SEC accuses Long Island firm of fraud in $500 million securities offering


A Massapequa, NY, financial advisory firm and two of its executives have been charged with securities fraud by the Securities and Exchange Commission for their involvement in an unregistered fraudulent offering of $500 million in securities, it recently announced. the SEC.

The commission charged Massapequa-based AG Morgan Financial Advisors; company owner Vincent J. Camarda of Amityville, NY; and the company’s chief compliance officer, James McArthur of Mount Sinai, NY, for illegally offering and selling securities through a fraudulent offer related to Par Funding, a Palm Beach Gardens-based lending company, in Florida.

The commission also said that AG Morgan and Camarda had solicited investments in Par Funding, also known as Complete Business Solutions Group, without disclosing to clients that they had borrowed money from the loan company and not had never fully repaid it, the SEC said.

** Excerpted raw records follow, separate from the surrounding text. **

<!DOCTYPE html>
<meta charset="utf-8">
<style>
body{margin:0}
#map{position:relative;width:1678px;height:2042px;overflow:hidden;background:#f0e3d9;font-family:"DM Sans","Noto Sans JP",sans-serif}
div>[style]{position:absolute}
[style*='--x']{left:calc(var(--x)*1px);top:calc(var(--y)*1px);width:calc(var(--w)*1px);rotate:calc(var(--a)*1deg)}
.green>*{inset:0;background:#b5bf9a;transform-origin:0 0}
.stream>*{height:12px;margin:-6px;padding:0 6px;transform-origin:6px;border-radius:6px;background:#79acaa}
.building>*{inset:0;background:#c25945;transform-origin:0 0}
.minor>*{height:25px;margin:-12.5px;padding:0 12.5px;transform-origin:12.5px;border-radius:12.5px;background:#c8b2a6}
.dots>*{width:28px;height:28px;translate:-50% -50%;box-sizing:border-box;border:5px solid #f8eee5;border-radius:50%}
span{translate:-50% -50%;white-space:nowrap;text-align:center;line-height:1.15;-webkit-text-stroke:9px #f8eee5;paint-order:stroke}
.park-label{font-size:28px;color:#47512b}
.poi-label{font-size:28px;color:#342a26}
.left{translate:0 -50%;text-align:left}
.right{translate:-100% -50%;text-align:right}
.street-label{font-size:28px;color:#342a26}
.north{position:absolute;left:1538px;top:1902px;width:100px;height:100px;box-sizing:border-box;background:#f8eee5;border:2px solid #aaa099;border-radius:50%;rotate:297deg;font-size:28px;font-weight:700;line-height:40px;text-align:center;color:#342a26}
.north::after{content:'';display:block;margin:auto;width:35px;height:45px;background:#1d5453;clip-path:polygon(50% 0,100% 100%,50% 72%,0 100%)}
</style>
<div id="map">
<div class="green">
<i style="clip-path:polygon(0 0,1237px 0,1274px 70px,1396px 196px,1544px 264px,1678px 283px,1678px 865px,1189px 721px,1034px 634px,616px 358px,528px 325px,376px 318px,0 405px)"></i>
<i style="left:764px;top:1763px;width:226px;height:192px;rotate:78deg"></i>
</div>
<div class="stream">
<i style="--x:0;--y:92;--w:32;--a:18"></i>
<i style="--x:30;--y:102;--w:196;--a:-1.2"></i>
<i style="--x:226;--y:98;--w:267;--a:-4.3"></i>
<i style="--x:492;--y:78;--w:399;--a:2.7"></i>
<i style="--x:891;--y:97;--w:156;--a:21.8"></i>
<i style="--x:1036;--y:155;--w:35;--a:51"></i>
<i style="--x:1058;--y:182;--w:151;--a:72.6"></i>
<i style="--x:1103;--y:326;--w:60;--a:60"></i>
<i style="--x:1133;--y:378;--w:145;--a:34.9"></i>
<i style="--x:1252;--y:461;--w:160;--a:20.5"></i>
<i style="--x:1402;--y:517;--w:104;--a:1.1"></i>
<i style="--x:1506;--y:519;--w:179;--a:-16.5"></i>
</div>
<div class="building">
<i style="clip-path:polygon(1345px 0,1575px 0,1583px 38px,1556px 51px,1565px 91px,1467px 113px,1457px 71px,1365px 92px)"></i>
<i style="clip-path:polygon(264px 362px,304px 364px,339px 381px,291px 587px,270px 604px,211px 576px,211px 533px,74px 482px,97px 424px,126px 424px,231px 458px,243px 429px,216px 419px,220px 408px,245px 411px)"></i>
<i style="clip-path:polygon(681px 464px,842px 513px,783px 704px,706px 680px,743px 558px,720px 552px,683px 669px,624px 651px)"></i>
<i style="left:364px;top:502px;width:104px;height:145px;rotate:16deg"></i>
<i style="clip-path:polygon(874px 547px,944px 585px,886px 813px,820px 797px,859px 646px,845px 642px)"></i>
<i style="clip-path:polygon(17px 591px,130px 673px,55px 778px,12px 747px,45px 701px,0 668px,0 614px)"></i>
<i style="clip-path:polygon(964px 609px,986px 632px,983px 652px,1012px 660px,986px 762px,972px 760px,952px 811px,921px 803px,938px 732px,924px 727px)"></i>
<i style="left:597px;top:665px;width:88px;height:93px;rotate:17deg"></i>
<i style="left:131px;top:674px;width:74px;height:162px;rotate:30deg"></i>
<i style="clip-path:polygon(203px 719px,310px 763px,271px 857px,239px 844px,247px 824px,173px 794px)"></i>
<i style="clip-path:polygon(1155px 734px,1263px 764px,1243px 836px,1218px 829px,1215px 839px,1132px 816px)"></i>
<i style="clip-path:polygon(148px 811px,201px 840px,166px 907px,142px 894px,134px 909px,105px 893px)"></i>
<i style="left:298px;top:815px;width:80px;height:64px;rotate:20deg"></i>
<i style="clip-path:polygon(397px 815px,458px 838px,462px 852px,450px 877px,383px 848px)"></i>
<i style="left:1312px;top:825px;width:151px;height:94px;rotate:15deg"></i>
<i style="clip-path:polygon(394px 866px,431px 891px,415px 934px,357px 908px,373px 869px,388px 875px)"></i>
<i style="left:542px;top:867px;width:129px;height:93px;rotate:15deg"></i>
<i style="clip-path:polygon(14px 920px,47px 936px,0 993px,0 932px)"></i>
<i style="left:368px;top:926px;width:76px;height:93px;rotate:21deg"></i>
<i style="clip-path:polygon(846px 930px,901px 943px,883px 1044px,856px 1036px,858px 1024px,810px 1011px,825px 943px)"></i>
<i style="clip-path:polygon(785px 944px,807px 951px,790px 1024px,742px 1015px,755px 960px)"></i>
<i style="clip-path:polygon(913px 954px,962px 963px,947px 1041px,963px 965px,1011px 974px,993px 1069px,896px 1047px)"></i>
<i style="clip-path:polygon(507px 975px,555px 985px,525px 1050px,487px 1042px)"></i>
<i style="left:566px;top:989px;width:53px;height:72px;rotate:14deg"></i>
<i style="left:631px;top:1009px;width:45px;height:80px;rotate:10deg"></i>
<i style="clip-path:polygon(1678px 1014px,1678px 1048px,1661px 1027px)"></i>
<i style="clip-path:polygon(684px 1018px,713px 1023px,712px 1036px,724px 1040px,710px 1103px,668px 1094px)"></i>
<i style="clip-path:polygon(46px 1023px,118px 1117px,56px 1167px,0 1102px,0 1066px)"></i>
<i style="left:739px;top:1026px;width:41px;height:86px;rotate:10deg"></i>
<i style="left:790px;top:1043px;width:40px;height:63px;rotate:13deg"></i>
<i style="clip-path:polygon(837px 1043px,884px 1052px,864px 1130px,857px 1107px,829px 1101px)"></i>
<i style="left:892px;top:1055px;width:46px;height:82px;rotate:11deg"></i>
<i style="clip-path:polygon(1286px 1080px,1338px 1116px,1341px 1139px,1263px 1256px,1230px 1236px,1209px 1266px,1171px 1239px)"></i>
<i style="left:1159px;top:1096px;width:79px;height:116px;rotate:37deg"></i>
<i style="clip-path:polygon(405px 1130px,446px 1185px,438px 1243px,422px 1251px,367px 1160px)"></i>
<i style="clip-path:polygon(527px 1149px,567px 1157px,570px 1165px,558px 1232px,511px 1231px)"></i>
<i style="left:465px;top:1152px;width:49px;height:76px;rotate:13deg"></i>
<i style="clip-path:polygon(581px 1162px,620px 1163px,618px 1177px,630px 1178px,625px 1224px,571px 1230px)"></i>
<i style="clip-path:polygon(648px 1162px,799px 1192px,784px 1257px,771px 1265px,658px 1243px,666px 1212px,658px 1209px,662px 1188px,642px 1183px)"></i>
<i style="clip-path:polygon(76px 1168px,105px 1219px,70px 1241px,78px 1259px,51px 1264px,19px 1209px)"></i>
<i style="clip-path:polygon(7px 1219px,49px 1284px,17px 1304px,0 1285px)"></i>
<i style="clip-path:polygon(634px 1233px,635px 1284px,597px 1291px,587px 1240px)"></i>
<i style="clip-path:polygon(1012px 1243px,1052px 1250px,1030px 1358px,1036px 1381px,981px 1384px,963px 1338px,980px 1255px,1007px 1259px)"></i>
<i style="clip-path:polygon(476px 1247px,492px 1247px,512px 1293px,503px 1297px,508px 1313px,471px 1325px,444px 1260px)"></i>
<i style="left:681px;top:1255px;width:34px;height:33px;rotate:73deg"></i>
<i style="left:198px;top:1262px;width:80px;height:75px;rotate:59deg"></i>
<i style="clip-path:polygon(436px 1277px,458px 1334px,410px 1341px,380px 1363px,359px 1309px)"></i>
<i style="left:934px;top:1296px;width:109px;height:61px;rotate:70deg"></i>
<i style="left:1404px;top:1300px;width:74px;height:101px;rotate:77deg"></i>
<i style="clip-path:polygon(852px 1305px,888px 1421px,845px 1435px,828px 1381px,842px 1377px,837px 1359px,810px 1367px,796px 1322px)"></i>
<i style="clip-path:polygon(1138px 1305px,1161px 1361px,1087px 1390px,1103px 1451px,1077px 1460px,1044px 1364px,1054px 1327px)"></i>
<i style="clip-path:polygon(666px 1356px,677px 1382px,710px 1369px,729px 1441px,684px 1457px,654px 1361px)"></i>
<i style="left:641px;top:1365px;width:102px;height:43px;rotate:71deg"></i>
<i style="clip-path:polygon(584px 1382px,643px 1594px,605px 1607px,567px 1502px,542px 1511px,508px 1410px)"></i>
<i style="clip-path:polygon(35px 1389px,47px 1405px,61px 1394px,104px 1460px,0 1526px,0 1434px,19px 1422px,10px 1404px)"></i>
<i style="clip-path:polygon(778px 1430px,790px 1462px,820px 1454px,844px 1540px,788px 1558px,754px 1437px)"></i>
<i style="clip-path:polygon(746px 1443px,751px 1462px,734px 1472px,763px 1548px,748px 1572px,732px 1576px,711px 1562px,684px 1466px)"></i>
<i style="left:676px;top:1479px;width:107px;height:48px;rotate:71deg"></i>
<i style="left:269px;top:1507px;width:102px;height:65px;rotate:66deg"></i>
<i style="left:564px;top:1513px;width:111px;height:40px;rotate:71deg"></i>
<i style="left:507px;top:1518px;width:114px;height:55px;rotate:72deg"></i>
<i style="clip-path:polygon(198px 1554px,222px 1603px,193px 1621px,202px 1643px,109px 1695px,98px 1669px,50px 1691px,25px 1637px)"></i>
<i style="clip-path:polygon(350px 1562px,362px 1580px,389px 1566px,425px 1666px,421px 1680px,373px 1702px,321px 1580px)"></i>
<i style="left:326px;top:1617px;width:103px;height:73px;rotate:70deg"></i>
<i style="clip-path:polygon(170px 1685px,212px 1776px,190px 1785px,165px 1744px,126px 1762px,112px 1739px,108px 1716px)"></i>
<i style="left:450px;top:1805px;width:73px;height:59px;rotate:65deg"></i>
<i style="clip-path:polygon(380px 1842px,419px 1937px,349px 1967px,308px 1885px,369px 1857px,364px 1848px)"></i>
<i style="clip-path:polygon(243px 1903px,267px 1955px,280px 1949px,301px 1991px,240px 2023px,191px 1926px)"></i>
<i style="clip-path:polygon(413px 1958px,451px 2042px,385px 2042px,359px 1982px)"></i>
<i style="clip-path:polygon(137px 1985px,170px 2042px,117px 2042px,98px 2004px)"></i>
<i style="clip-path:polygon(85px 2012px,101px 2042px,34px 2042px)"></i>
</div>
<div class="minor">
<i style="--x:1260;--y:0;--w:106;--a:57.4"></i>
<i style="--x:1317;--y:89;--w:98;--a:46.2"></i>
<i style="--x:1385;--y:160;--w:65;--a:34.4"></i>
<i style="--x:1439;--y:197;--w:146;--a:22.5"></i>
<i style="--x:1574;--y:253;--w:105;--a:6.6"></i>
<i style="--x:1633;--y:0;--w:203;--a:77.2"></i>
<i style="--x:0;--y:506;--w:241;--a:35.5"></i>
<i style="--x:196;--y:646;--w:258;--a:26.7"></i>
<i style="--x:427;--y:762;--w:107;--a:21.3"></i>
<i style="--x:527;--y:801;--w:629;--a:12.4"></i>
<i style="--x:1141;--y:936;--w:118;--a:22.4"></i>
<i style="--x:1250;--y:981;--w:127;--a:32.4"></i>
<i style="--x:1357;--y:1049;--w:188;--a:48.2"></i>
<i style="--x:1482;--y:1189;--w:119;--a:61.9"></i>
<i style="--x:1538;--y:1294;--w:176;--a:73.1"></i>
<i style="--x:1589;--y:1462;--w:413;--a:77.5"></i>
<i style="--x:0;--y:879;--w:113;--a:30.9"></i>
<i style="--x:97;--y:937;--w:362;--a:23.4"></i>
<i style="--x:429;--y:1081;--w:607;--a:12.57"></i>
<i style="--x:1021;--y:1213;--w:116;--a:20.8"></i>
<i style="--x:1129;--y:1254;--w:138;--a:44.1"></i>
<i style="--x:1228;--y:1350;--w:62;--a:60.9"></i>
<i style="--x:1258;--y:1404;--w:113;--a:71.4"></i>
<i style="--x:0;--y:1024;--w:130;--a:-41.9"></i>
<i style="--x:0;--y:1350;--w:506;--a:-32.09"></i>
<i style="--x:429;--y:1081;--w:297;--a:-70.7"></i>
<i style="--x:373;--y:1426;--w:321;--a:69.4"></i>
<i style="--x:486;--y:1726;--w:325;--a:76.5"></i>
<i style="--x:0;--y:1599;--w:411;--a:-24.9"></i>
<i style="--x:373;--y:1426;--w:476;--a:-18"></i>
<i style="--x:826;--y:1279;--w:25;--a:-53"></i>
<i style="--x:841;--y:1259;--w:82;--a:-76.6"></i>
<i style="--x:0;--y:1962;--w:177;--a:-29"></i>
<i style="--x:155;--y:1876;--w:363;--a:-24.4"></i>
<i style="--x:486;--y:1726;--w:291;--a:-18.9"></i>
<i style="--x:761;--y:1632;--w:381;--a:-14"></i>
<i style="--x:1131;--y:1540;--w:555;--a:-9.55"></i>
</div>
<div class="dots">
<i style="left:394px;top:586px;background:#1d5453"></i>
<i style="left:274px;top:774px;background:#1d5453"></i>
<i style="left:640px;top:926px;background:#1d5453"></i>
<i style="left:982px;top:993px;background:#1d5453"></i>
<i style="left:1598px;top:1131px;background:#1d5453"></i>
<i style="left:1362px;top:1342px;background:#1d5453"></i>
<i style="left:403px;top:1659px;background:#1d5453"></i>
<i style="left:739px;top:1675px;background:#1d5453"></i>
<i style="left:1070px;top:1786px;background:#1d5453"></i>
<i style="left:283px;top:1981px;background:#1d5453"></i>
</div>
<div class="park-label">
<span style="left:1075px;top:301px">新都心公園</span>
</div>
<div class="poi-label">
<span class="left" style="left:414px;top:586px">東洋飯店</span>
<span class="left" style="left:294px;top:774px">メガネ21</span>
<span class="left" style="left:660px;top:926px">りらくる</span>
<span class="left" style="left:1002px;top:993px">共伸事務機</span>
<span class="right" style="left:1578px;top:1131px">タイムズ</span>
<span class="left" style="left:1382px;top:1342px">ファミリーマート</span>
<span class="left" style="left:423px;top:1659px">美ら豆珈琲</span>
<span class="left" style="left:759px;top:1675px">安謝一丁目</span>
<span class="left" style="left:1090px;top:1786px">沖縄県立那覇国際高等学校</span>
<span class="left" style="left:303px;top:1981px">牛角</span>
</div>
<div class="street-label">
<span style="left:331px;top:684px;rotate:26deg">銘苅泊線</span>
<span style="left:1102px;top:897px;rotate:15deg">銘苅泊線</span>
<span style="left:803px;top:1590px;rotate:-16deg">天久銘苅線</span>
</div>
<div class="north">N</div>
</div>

Par Funding and its executives were the subject of a 2020 commission complaint that said they were operating a fraudulent scheme raising hundreds of millions of dollars from investors nationwide. A court-appointed receiver has been appointed to oversee the crowdfunding in 2020.

According to the latest SEC complaint, Camarda, McArthur and AG Morgan Financial Advisors raised more than $75 million from more than 200 investors from at least August 2017 through July 2020 for Par Funding’s non-registered securities offering. . Camarda and McArthur collectively received more than $7 million in compensation from Par Funding for their sales of unregistered securities. While soliciting investors, AG Morgan and Camarda breached their fiduciary duty to their clients by failing to disclose that they had a conflict of interest, the SEC said.

The commission’s complaint said that in December 2016, Camarda, on behalf of AG Morgan, borrowed $750,000 from Par Funding through so-called “merchant cash advance” transactions. Next, Camarda and McArthur began soliciting investors to invest in promissory notes issued by Par Funding under its non-registered securities offering. The pair convinced nearly a dozen investors to invest at least $2.6 million in crowdfunding promissory notes.

The executives told investors that their investments were safe, while failing to disclose that AG Morgan was indebted to Par Funding and that Camarda was guarantor of that debt. In 2017, the two men continued to solicit investment through face-to-face meetings and over the phone to invest in crowdfunding, asking investors to purchase securities in the form of crowdfunding promissory notes, which, according to they usually offered 12% interest with the return. of the principal after 12 months.

The SEC wants AG Morgan, Camarda and McArthur to return any ill-gotten gains.